Concerned that the wood science program could be eliminated “particularly when budgets are tight,” Goodell said lack of visibility could be contributing to its low enrollment.

“No one seems to know what wood science and technology is,” said the forest resources professor.

Through the program, which is based in the forest management department, students are trained to utilize forest resources efficiently and with the least environmental impact.

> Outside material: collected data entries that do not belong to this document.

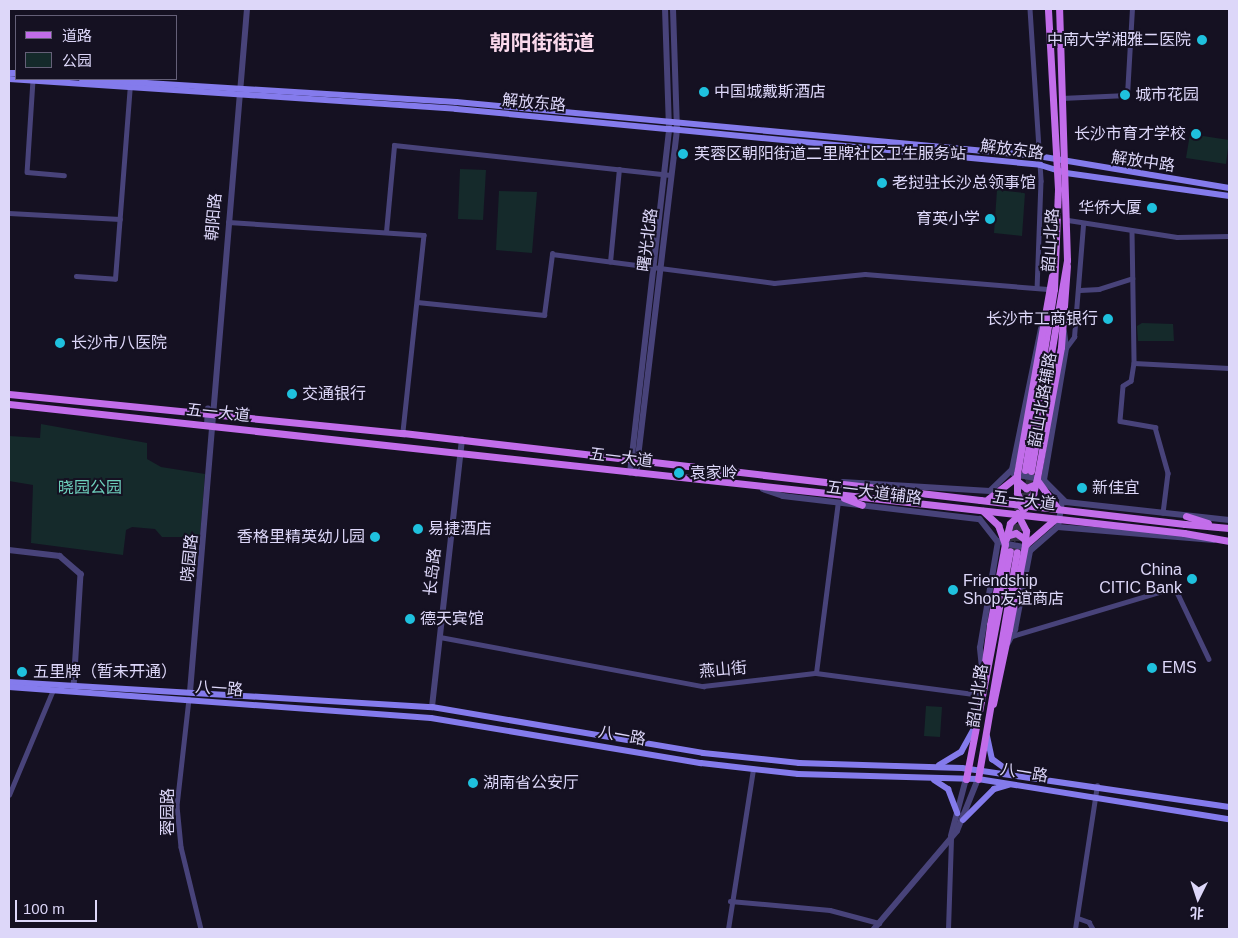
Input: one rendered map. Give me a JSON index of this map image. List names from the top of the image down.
{
  "streets": {
    "main road": [
      "解放东路",
      "解放中路",
      "韶山北路",
      "五一大道",
      "八一路"
    ],
    "street": [
      "朝阳路",
      "曙光北路",
      "韶山北路辅路",
      "五一大道辅路",
      "晓园路",
      "长岛路",
      "燕山街",
      "蓉园路"
    ]
  },
  "crossings": [
    ["解放东路", "解放中路"],
    ["解放东路", "朝阳路"],
    ["解放东路", "曙光北路"],
    ["解放东路", "韶山北路"],
    ["解放中路", "韶山北路"],
    ["朝阳路", "五一大道"],
    ["朝阳路", "晓园路"],
    ["曙光北路", "五一大道"],
    ["韶山北路", "燕山街"],
    ["韶山北路", "八一路"],
    ["五一大道", "五一大道辅路"],
    ["五一大道", "晓园路"],
    ["五一大道", "长岛路"],
    ["晓园路", "八一路"],
    ["晓园路", "蓉园路"],
    ["长岛路", "燕山街"],
    ["长岛路", "八一路"],
    ["八一路", "蓉园路"]
  ],
  "districts": ["朝阳街街道"],
  "parks": ["晓园公园"],
  "places": [
    "中南大学湘雅二医院",
    "中国城戴斯酒店",
    "城市花园",
    "长沙市育才学校",
    "芙蓉区朝阳街道二里牌社区卫生服务站",
    "老挝驻长沙总领事馆",
    "华侨大厦",
    "育英小学",
    "长沙市工商银行",
    "长沙市八医院",
    "交通银行",
    "袁家岭",
    "新佳宜",
    "易捷酒店",
    "香格里精英幼儿园",
    "China CITIC Bank",
    "Friendship Shop友谊商店",
    "德天宾馆",
    "EMS",
    "五里牌（暂未开通）",
    "湖南省公安厅"
  ],
  "legend": ["道路", "公园"],
  "scale_bar": "100 m",
  "north": "bottom"
}
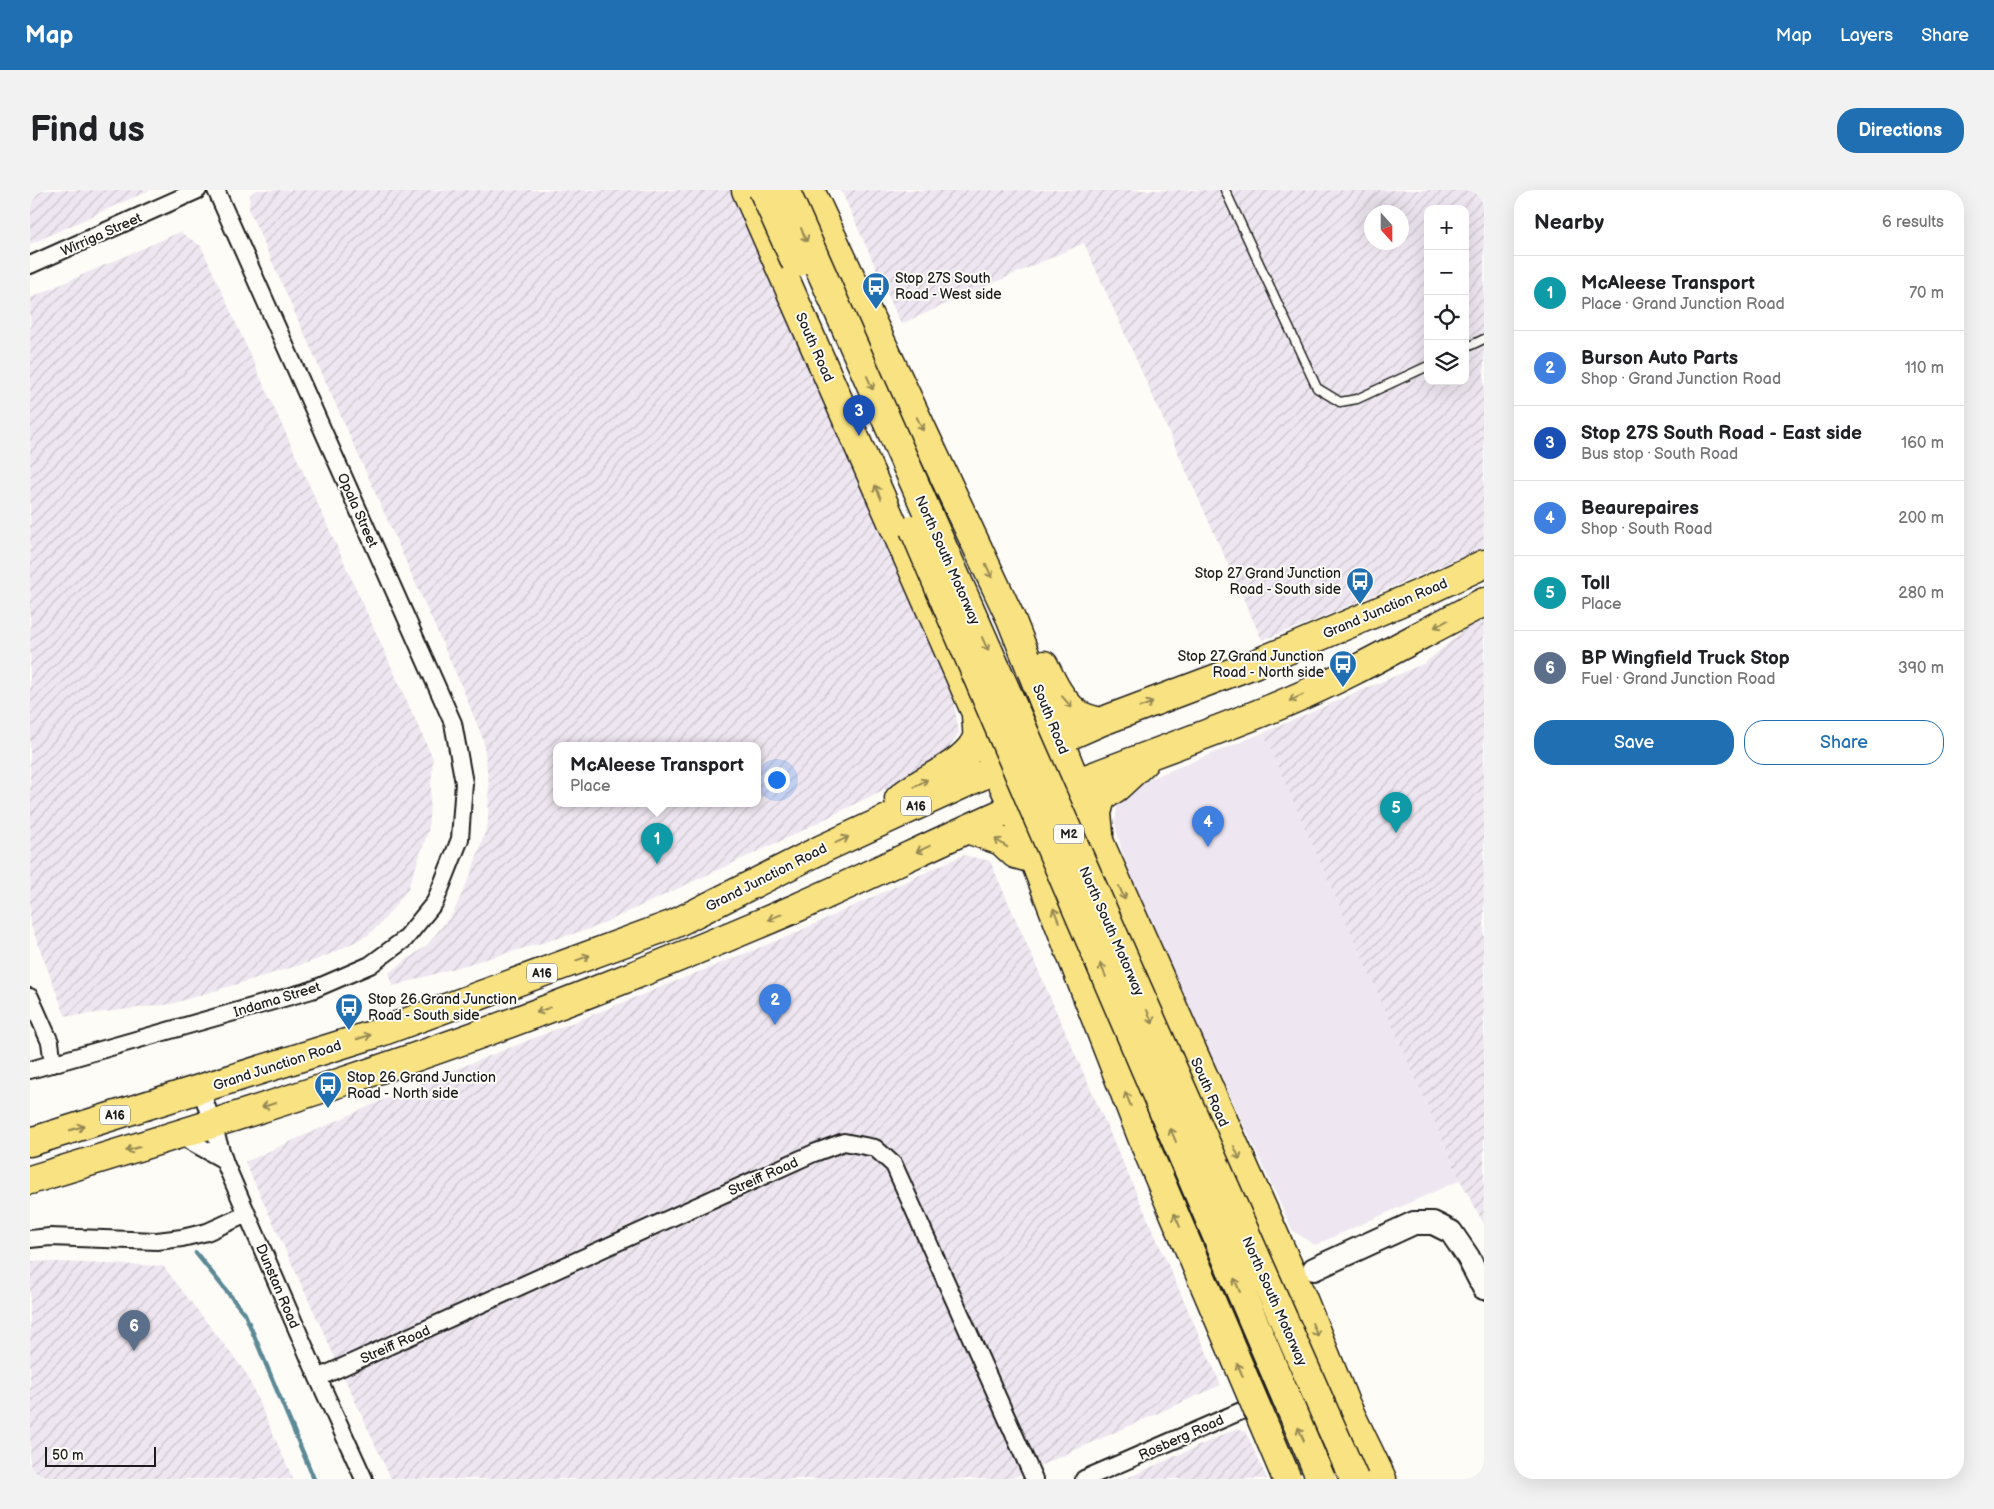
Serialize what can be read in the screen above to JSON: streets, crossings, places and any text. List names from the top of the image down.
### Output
{
  "streets": {
    "highway": [
      "South Road",
      "North South Motorway",
      "Grand Junction Road",
      "A16",
      "M2"
    ],
    "street": [
      "Wirriga Street",
      "Opala Street",
      "Indama Street",
      "Streiff Road",
      "Dunstan Road",
      "Rosberg Road"
    ]
  },
  "crossings": [
    ["South Road", "Grand Junction Road"],
    ["Opala Street", "Indama Street"],
    ["Grand Junction Road", "Dunstan Road"],
    ["Streiff Road", "Dunstan Road"]
  ],
  "places": {
    "bus stop": [
      "Stop 27S South Road - West side",
      "Stop 27 Grand Junction Road - South side",
      "Stop 27 Grand Junction Road - North side",
      "Stop 26 Grand Junction Road - South side",
      "Stop 26 Grand Junction Road - North side"
    ]
  },
  "scale_bar": "50 m",
  "north": "bottom",
  "page": {
    "header": "Map",
    "nav": ["Map", "Layers", "Share"],
    "buttons": [
      "Directions",
      ["Save", "Share"]
    ],
    "title": "Find us",
    "heading": ["Nearby", "6 results"],
    "map_buttons": ["+", "−"],
    "list": [
      {
        "mark": "1",
        "name": "McAleese Transport",
        "note": "Place · Grand Junction Road",
        "value": "70 m"
      },
      {
        "mark": "2",
        "name": "Burson Auto Parts",
        "note": "Shop · Grand Junction Road",
        "value": "110 m"
      },
      {
        "mark": "3",
        "name": "Stop 27S South Road - East side",
        "note": "Bus stop · South Road",
        "value": "160 m"
      },
      {
        "mark": "4",
        "name": "Beaurepaires",
        "note": "Shop · South Road",
        "value": "200 m"
      },
      {
        "mark": "5",
        "name": "Toll",
        "note": "Place",
        "value": "280 m"
      },
      {
        "mark": "6",
        "name": "BP Wingfield Truck Stop",
        "note": "Fuel · Grand Junction Road",
        "value": "390 m"
      }
    ],
    "pins": [
      "3",
      "5",
      "4",
      "1",
      "2",
      "6"
    ],
    "popup": ["McAleese Transport", "Place"],
    "scale": "50 m"
  }
}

The field is important since Maine has “a viable forest product industry that’s critical to the needs of the state,” Goodell said.

“We need to be supplying educated, trained people who can go out and work in this industry,” he said.

Donations to pay for the billboard came from a number of sources including the UM College of Natural Sciences, Forestry and Agriculture, the UM Department of Forest Management, and the UM Admissions Office.

The billboard was first put up in May on Route 290 in Worcester, Mass., where an average of 100,000 cars passed each day, according to Goodell. Since September it has been moved to a variety of sites in Massachusetts and now is displayed on the Massachusetts Turnpike in the West Springfield area.

Since 70 percent of forestry students are from outside of Maine, “our primary audience can be targeted along one of the few highways that lead into the state,” he said.

The professor isn’t sure exactly why the 35-year-old program isn’t more popular. At its highest, enrollment has hovered only around 12-15, even though brochures are mailed to every high school in the state each year, and a Web site generates “pretty good activity.”

Wood science programs across the country are experiencing the same problem, he said.

At UM, wood science and technology graduates choose from a number of careers including engineering and design, production and quality control, marketing and sales, and research and education. With five years of experience, a wood science graduate could earn as much as $100,000 a year, Goodell said.

Ben Herzog, 31, graduated from UM last year with a master’s degree in wood science and technology and now works as a scientist at APA – The Engineered Wood Association in Tacoma, Wash.. He heard about the wood science program as an undergraduate in the forestry department. It would have been hard to find out about it if the two departments hadn’t been connected, he said.

“UM has a good reputation as far as wood science,” Herzog said, noting that another graduate from the Orono campus also was hired by his company.

There are lots of job opportunities for wood science graduates, Goodell said. “Every week I get another request for a student and I have to tell them we only have three and only two of them will graduate within the next two years. So we can’t provide anyone who’s going to come out and start working for you immediately.”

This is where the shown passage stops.